Drayer: Mariners broadcasters break down which MLB changes should stay and which should go
With a little bit of extra time on my hands due to the one-day postponement of the Mariners’ series with the Giants, I thought I would share an interesting conversation we had this week with Rick Rizzs, Gary Hill, Mike Blowers and myself on the Roundtable segment of the Mariners pregame show.
A number of rule changes were made prior to the start of the 2020 season – some permanent, others to help alleviate situations that might arise playing during the COVID-19 pandemic. Now that we have had some time to live with these rules, we thought it would be a good topic to discuss what we have liked – sometimes to our surprise – and what we wouldn’t mind seeing shelved once baseball returns to normal.
A number of changes have been painless.
“Nobody seems to miss watching pitchers hit,” said Hill, referencing that games played in National League ballparks have featured the designated hitter. “I think the DH should just stay universal.”
The three-batter minimum for relief pitchers has jumped out at me as something that has almost gone unnoticed.
“I think that’s why it’s working,” said Blowers, a former Mariners third baseman. “The Mariners don’t have anybody that Scott (Servais) doesn’t expect to pitch through an inning. The specialty left-hander is gone anyway. You don’t see that guy anymore and I think the expectation for managers is they want guys that can go through an inning regardless of lefty-righty. We’re just not seeing that matchup as much.”
It’s a luxury that teams can no longer afford with the current usage of starters, according to Hill.
“When you had starters going seven, eight, nine innings a game, you could have a couple of guys in a bullpen that could get a batter or two,” he pointed out. “Now that you have guys going five, six (innings)? You don’t have enough of a staff to carry a Tony Fossas type that can go get one lefty. It’s too hard to juggle a staff with innings.”
Rick Rizzs, the longtime voice of the Mariners, likes the universal DH and the 6:10 p.m. start times (as opposed to 7:10). What he doesn’t like are the seven-inning games in doubleheaders.
“It changes the game of baseball. It changes the history because of two less innings in both games,” Rizzs said. “It changes who you use later on in the ballgame. Baseball is a test. Ninety feet home to first base. Baseball is nine innings and it should stay that way because you change the history of the game.”
That is where the group disagreed.
“I love the seven-inning doubleheaders,” said Blowers. “As a player I much rather would have done that. I hope that will continue. I guarantee the players like it, too.”
Hill took it a step further.
“I wouldn’t mind seeing scheduled seven-inning doubleheaders next year,” he said. “I’m sure players would love the trade off. You play 14 innings in one day but you get an off day down the road.”
I am lukewarm to the idea. I think there is a need for more days off and I would take the option of scheduled seven-inning doubleheaders over shortening the baseball season. I do think it is important, however, that every team have the same number of doubleheaders and ultimately innings scheduled. If a doubleheader is necessary because of a postponed game, then I think that those games should be nine-inning games as originally scheduled.
An area of consensus was the runner on second to start extra innings.
“I don’t think I like the runner on second in extra innings,” said Blowers. “I think that seems too gimmicky for me, I think that changes a lot as far as the strategy goes in the game in what you are trying to do. Really to me I think it is something that in a regular season under regular circumstances, that’s not something that they need to do.”

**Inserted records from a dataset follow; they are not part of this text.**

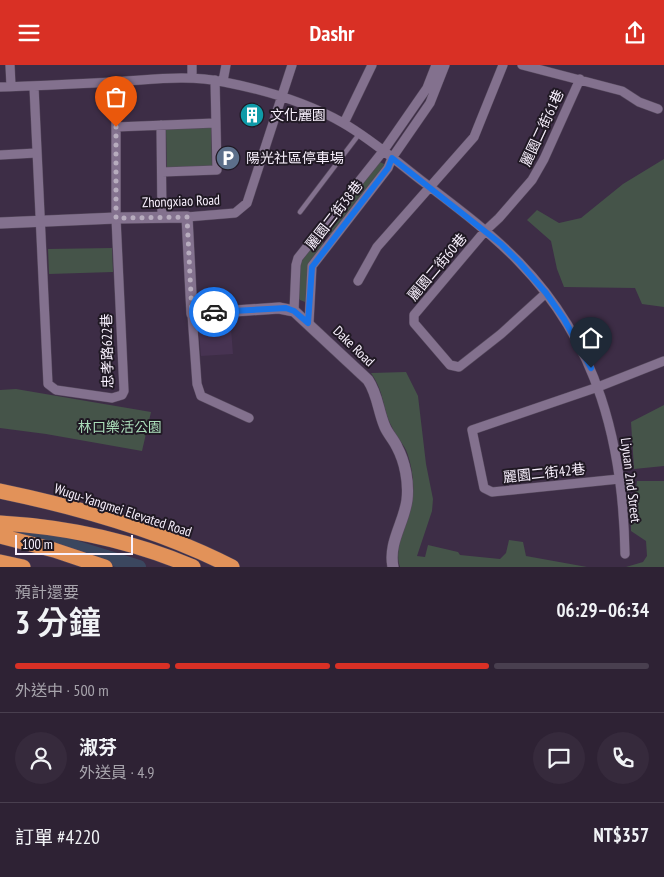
<!DOCTYPE html>
<html lang="zh-TW">
<meta charset="utf-8">
<style>
body{margin:0;font-family:"PT Sans Narrow","Noto Sans TC",sans-serif;background:#362a3c;color:#f1f3f6;height:100vh;display:flex;flex-direction:column;font-size:19px;white-space:nowrap}
*{box-sizing:border-box;margin:0}
p{font-size:16px;color:#a7a4ac}
.icon{flex:none;width:28px;height:28px;fill:none;stroke:currentColor;stroke-width:2;stroke-linecap:round;stroke-linejoin:round}
.map{position:relative;height:502px;overflow:hidden}
.panel{display:flex;flex-direction:column;background:#2e2234;flex:1}
.panel>*{flex:none}
.scale{position:absolute;left:15px;bottom:12px;width:118px;box-sizing:border-box;padding-left:5px;border:2px solid #f9f1fe;border-top:0;font-size:14px;line-height:18px;white-space:nowrap;color:#f9f1fe;-webkit-text-stroke:4px #201924;paint-order:stroke}
.pin{position:absolute;display:grid;place-items:center;width:42px;height:42px;color:#fff;margin:-51px -21px;border-radius:50% 50% 50% 0;rotate:-45deg;box-shadow:0 0 5px #0007}
.pin .icon{rotate:45deg}
.courier{position:absolute;display:grid;place-items:center;width:50px;height:50px;margin:-25px;border:4px solid #1a73e8;border-radius:50%;background:#fff;color:#222;box-shadow:0 1px 6px #0007}
.summary em{font-style:normal;font-weight:600}
.summary div{display:flex;flex-direction:column-reverse}
.summary{display:flex;align-items:center;justify-content:space-between;height:85px;padding:0 15px}
h1{font-size:32px;font-weight:600;line-height:38px}
.bar{display:grid;grid-template-columns:repeat(4,1fr);gap:8px 5px;align-content:center;height:60px;padding:0 15px}
.bar i{height:6px;border-radius:4px;background:#493f4f}
.bar .on{background:#d93025}
.bar p{grid-column:span 4}
.line{display:flex;align-items:center;gap:12px;padding:0 15px;border-top:1px solid #493f4f}
.line div{flex:1}
.round{display:grid;place-items:center;flex:none;width:52px;height:52px;border-radius:26px;background:#362a3c}
header{display:flex;justify-content:space-between;align-items:center;height:65px;padding:0 15px;background:#d93025;color:#fff;font-size:22px;font-weight:600}
.map>svg:first-child{display:block}
.built{fill:#473352}
.green{fill:#455449}
.lines{fill:none;stroke-linecap:round;stroke-linejoin:round}
.river{stroke:#3b475f;stroke-width:14}
.service-casing{stroke:#574a5e;stroke-width:5.5}
.minor-casing{stroke:#574a5e;stroke-width:10}
.tertiary-casing{stroke:#574a5e;stroke-width:12}
.motorway-casing{stroke:#574a5e;stroke-width:16}
.service{stroke:#83718e;stroke-width:4.5}
.minor{stroke:#83718e;stroke-width:9}
.tertiary{stroke:#83718e;stroke-width:11}
.motorway{stroke:#e29259;stroke-width:15}
.done{stroke:#b7acbe;stroke-width:5;stroke-dasharray:0 9}
.route{stroke:#1a73e8;stroke-width:6}
.labels{text-anchor:middle;dominant-baseline:central;stroke-width:4;stroke-linejoin:round;paint-order:stroke}
.poi-label{font-size:14px;fill:#f9f1fe;stroke:#201924;text-anchor:start}
.street-label{font-size:14px;fill:#f9f1fe;stroke:#201924}
.park-label{font-size:14px;fill:#aaddb9;stroke:#201924}
</style>
<header><svg class="icon" aria-label="menu" viewBox="0 0 24 24"><path d="M4 6h16M4 12h16M4 18h16"/></svg>Dashr<svg class="icon" aria-label="share" viewBox="0 0 24 24"><path d="M12 15V3M7 8l5-5 5 5M5 13v7h14v-7"/></svg></header>
<div class="map">
<svg width="664" height="502" viewBox="0 0 664 502">
<rect width="100%" height="100%" fill="#3d2d46"/>
<path class="built" d="M230,251l3,38 -32,2 -3,-34 3,-5z"/>
<path class="green" d="M211,62l1,40 -45,2 -1,-40z
M664,94v148l-22,-3 -7,-16 -71,-1 -7,-18 -6,-28 -24,-21 10,-10 22,13 22,-5 42,-34z
M378,96l6,3v3l-52,67h-3l-2,-2 -1,-5z
M317,175l6,2v5l-15,19 -1,32 -2,4 -5,-2 -2,-3v-31z
M112,183l1,24 -64,2 -1,-25z
M406,307l12,24 8,68 7,35 -1,12 -15,45 8,1 3,-12 30,7 2,3 40,4 6,-6 3,-13 14,2 3,14 61,11h-187c-8,-22 12,-52 13,-75 1,-13 -2,-30 -7,-42 -4,-8 -11,-15 -14,-23 -10,-19 -7,-34 -21,-54z
M16,324l135,23 -9,39 -96,-17 -46,-6v-38z
M664,340v61l-30,3 -3,-47z
M637,416h27v86h-38l17,-5 4,-6 -1,-15 -15,-10 -1,-34 5,-2z"/>
<g class="lines">
<path class="river" d="M13,463l126,39"/>
<g class="service-casing">
<path id="service" d="M300,147l60,-79"/>
</g>
<g class="minor-casing">
<path id="minor" d="M10,0l1,21
M192,0v13
M522,0l100,26 17,11 19,7
M223,16l3,-16
M0,22c37,-1 75,-3 112,-5 38,-2 75,-8 112,0 41,8 82,20 119,41 28,16 53,38 79,58 33,25 68,51 97,81 79,81 104,182 106,292
M34,22l14,297 8,6 56,8 10,-3 2,-4 -8,-173v-136
M344,58l28,-58
M161,60l1,92
M116,62l99,-4
M0,90l36,-2
M162,107l55,-2 -2,-90
M187,152l48,-4 12,-10 45,-138
M358,216l19,-34 97,-110 29,-72
M546,228l-45,41 -42,33 -9,-2 -36,-42v-8l71,-84 14,-13 33,-38 12,-21 36,-80
M294,246l2,-46 2,-7 86,-108 43,-62 9,-23
M192,249l5,70 4,12 48,22
M309,258l3,-57 76,-98 4,-10 38,-55 15,-38
M619,414l-127,13 -8,-4 -12,-58 126,-43 66,-26"/>
</g>
<g class="tertiary-casing">
<path id="tertiary" d="M0,158l116,-5 71,-1 5,97 87,-6 15,3 74,69c10,15 10,31 17,47 3,7 9,13 12,20 8,15 12,35 10,53 -3,23 -19,43 -14,67"/>
</g>
<g class="motorway-casing">
<path id="motorway" d="M0,426c77,16 162,40 232,76
M0,458c68,4 130,17 193,44
M0,471l54,14 51,17
M0,497l23,5"/>
</g>
<use href="#service" class="service"/>
<use href="#minor" class="minor"/>
<use href="#tertiary" class="tertiary"/>
<use href="#motorway" class="motorway"/>
</g>
<g class="lines">
<path class="done" d="M116,62v91l71,-1 5,97 22,-2"/>
<path class="route" d="M214,247l72,-4 8,3 14,12 4,-56 76,-99 4,-10 109,86 19,19 26,30 18,26 27,49"/>
</g>
<defs>
<g id="building-disc" transform="scale(1.25)"><circle r="9.5" fill="#0f9aa8" stroke="#201924"/><path d="M-4-6H4V6H1V3H-1V6H-4ZM-2.5-4.3h1.7v1.8h-1.7ZM.8-4.3h1.7v1.8H.8ZM-2.5-1h1.7V.8h-1.7ZM.8-1h1.7V.8H.8Z" fill="#fff"/></g>
<g id="parking-disc" transform="scale(1.25)"><circle r="9.5" fill="#5c6f8a" stroke="#201924"/><path d="M-3.5-5.5H1a3.5 3.5 0 0 1 0 7H-1V5.5H-3.5ZM-1-3.4V-.6H.8a1.4 1.4 0 0 0 0-2.8Z" fill="#fff"/></g>
</defs>
<g fill-rule="evenodd">
<use href="#building-disc" x="252" y="50"/>
<use href="#parking-disc" x="228" y="93"/>
</g>
<g class="labels">
<g class="poi-label">
<text x="270" y="50">文化麗園</text>
<text x="246" y="93">陽光社區停車場</text>
</g>
<g class="street-label">
<text transform="translate(542 63) rotate(-65)">麗園二街61巷</text>
<text transform="translate(181 136) rotate(-2)">Zhongxiao Road</text>
<text transform="translate(334 150) rotate(-52)">麗園二街38巷</text>
<text transform="translate(437 202) rotate(-50)">麗園二街60巷</text>
<text transform="translate(354 281) rotate(44)">Dake Road</text>
<text transform="translate(107 286) rotate(-91)">忠孝路622巷</text>
<text transform="translate(544 408) rotate(-6)">麗園二街42巷</text>
<text transform="translate(631 415) rotate(83)">Liyuan 2nd Street</text>
<text transform="translate(123 445) rotate(18)">Wugu-Yangmei Elevated Road</text>
</g>
<g class="park-label">
<text x="120" y="362">林口樂活公園</text>
</g>
</g>
</svg>
<div class="scale">100 m</div>
<div class="pin" style="left:116px;top:62px;background:#ea580c"><svg class="icon" aria-label="bag" viewBox="0 0 24 24"><path d="M5 8h14l-1 12H6zM9 8a3 3 0 0 1 6 0"/></svg></div>
<div class="pin" style="left:591px;top:303px;background:#1f2937"><svg class="icon" aria-label="home" viewBox="0 0 24 24"><path d="M3 11l9-7 9 7M6 9v11h12V9"/></svg></div>
<div class="courier" style="left:214px;top:247px"><svg class="icon" aria-label="car" viewBox="0 0 24 24"><path d="M5 17H2v-5l4-1 3-4h7l3 4 3 1v5h-3M9 17h6M6 11h13"/><circle cx="7" cy="17" r="2"/><circle cx="17" cy="17" r="2"/></svg></div>
</div>
<section class="panel">
<div class="summary"><div><h1>3 分鐘</h1><p>預計還要</p></div><em>06:29–06:34</em></div>
<div class="bar"><i class="on"></i><i class="on"></i><i class="on"></i><i></i><p>外送中 · 500 m</p></div>
<div class="line" style="height:90px"><a class="round"><svg class="icon" aria-label="person" viewBox="0 0 24 24"><circle cx="12" cy="8" r="4"/><path d="M4 21q1-7 8-7t8 7"/></svg></a><div><b>淑芬</b><p>外送員 · 4.9</p></div><a class="round"><svg class="icon" aria-label="chat" viewBox="0 0 24 24"><path d="M4 5h16v11H9l-5 4z"/></svg></a><a class="round"><svg class="icon" aria-label="phone" viewBox="0 0 24 24"><path d="M5 4h4l2 5-3 2q2 4 5 5l2-3 5 2v4C11 20 4 13 5 4z"/></svg></a></div>
<div class="line" style="height:65px"><div>訂單 #4220</div><b>NT$357</b></div>
</section>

“I don’t like the runner on at second base,” he said. “I get it, I think it’s good right now for extra innings but I hope we don’t adopt that when we get underway next year.”
Expanded playoffs is another big change this season with 16 teams set to make the postseason this year. News broke Tuesday night in a Washington Post article that Rob Manfred said that expanded playoffs are likely to extend beyond 2020. The group is wary of the change but would like to see it in action before formulating a full opinion.
One thing that was appreciated with the new format by everyone in the conversation: no “one-and-done” games. At a minimum we felt teams should be given three games to try to advance. Beyond that, expanded playoffs in or out remains TBD.
Mostly due to the challenges of playing in a pandemic, this season we have seen more change in the game than any before. It has given us an opportunity to see what true impact change has on this game. It is a balance trying to incorporate new into a game that has been around for well over a century. Some changes this year almost went unnoticed and perhaps that was a surprise. Others felt less comfortable. Hopefully much has been learned and will be taken into consideration as the game moves forward.